* [What is required]: Look through the listing below, and wherever a line has the string "addColorStop", copy it.

========================================================================

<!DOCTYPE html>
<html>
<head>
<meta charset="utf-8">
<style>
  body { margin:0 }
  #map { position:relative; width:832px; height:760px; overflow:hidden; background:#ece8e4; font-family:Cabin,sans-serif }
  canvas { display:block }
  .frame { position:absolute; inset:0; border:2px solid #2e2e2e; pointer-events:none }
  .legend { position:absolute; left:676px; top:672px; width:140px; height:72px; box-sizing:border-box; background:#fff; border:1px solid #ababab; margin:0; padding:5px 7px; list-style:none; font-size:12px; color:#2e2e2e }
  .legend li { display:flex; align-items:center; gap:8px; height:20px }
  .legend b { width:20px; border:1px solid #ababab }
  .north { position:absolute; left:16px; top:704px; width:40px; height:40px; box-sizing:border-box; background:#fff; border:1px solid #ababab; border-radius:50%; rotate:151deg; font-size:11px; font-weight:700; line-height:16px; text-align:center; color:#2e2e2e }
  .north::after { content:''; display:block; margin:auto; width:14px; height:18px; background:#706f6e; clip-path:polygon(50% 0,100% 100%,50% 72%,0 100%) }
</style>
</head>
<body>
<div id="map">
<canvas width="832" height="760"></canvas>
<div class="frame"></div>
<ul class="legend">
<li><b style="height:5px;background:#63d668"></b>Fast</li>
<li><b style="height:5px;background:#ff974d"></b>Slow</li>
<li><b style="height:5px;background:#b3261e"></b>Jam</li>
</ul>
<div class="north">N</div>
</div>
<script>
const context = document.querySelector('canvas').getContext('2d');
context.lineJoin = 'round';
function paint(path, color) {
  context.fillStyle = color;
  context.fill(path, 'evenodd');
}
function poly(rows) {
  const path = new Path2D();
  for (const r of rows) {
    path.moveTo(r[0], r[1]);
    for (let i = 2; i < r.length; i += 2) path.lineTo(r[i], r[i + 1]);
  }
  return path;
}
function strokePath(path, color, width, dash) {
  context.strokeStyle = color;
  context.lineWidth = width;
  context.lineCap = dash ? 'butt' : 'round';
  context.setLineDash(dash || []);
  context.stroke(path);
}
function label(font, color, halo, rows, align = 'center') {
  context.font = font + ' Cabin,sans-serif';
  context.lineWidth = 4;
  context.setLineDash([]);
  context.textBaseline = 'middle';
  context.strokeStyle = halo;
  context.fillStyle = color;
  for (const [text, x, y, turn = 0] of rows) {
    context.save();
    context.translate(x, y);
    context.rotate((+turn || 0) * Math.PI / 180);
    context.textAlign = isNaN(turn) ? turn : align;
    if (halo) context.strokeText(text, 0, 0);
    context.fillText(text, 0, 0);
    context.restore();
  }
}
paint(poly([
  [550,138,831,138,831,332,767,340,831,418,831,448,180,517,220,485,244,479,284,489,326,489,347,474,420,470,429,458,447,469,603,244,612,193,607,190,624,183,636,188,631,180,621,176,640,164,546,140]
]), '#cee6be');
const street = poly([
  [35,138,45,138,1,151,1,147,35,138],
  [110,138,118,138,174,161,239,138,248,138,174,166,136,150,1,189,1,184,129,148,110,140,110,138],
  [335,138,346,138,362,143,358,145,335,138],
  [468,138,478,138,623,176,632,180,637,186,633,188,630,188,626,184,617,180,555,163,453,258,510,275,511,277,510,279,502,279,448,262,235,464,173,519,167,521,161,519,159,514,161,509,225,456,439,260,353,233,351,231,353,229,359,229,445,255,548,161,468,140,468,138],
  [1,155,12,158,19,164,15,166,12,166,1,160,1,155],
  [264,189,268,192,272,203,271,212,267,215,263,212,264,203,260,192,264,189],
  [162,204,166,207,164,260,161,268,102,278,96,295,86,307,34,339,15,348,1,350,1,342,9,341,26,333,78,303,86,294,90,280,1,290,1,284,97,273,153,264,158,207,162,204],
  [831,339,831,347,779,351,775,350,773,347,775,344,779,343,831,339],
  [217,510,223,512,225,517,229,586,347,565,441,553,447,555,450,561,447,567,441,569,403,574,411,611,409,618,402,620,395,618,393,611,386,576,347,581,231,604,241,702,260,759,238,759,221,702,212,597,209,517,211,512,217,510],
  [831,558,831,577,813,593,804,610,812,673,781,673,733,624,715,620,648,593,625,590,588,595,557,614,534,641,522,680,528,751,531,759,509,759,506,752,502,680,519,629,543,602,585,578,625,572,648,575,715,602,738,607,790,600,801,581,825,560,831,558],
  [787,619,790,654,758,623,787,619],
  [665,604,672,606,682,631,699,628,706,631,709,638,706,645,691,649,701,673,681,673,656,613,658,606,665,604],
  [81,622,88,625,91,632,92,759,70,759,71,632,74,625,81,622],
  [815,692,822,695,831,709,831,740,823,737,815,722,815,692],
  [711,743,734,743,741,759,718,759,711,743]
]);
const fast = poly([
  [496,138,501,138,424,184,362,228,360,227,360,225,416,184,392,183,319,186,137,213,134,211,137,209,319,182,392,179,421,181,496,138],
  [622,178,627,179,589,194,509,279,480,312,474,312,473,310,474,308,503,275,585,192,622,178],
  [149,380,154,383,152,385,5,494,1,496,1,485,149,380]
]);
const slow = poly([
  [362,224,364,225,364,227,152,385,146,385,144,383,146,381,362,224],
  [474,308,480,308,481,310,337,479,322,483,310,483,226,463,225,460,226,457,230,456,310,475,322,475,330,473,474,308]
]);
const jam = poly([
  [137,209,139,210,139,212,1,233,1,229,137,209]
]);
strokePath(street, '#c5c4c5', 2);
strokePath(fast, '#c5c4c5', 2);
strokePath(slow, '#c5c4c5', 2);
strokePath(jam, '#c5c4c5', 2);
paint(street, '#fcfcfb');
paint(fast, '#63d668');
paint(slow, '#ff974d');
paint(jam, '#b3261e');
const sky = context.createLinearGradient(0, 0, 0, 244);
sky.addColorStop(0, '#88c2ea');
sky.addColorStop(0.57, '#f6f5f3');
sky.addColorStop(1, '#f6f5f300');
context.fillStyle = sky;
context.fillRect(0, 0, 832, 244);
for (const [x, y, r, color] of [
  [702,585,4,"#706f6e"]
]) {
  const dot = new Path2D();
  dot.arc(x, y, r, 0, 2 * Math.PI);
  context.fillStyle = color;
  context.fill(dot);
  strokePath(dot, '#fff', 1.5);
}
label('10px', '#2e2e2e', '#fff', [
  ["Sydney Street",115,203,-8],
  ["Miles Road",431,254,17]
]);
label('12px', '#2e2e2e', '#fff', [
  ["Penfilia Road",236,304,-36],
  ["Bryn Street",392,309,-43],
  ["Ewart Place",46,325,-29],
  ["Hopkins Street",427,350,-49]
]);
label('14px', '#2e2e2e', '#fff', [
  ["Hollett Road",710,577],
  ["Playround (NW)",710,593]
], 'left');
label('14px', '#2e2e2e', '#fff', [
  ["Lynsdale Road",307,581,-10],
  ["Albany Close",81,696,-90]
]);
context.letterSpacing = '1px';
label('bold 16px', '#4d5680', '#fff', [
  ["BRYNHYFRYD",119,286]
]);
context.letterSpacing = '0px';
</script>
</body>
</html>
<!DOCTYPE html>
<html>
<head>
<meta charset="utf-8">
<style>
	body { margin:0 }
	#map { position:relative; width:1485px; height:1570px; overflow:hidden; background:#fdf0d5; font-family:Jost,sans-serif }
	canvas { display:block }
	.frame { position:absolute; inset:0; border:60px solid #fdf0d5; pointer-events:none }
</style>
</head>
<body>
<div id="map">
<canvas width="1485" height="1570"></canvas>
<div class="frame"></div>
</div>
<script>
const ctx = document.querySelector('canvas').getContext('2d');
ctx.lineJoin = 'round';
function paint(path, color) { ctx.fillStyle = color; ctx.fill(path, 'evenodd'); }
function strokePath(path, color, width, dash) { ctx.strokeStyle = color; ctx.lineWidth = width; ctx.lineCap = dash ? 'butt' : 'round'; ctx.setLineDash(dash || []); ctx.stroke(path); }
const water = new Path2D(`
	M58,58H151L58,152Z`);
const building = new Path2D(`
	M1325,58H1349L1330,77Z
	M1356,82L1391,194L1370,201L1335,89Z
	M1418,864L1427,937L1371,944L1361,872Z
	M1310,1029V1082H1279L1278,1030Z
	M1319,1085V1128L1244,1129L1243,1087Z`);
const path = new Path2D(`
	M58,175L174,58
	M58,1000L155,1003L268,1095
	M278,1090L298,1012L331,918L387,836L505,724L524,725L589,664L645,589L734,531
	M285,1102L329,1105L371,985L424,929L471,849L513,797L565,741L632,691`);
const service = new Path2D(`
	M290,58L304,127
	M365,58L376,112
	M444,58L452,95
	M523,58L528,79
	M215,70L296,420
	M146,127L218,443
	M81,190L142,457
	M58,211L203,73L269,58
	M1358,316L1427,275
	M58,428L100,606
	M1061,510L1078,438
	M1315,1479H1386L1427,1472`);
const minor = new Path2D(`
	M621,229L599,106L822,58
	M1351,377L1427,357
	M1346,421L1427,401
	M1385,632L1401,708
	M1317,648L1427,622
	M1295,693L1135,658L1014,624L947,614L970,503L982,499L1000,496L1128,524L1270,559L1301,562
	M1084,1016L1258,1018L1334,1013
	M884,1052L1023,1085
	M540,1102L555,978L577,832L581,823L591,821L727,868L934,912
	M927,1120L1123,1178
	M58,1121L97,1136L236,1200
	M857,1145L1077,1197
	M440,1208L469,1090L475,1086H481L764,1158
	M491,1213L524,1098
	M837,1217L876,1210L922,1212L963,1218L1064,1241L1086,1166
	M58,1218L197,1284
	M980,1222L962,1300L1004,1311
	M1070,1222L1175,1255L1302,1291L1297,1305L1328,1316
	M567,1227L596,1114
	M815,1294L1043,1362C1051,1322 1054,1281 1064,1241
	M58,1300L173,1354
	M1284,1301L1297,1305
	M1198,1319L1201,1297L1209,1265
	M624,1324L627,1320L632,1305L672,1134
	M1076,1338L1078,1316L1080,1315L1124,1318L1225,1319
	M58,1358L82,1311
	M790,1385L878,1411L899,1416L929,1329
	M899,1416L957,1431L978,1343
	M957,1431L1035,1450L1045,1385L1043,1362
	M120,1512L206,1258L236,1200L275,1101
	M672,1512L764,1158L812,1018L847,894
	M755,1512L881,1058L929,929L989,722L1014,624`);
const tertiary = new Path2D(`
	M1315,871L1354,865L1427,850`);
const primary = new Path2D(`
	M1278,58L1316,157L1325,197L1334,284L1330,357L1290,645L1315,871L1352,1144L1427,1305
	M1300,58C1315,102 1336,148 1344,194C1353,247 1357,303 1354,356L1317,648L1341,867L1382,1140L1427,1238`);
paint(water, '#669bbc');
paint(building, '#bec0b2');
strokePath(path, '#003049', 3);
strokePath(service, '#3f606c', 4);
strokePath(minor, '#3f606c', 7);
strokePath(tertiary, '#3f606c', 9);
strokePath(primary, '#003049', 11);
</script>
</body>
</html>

========================================================================

* [Response]:
sky.addColorStop(0, '#88c2ea');
sky.addColorStop(0.57, '#f6f5f3');
sky.addColorStop(1, '#f6f5f300');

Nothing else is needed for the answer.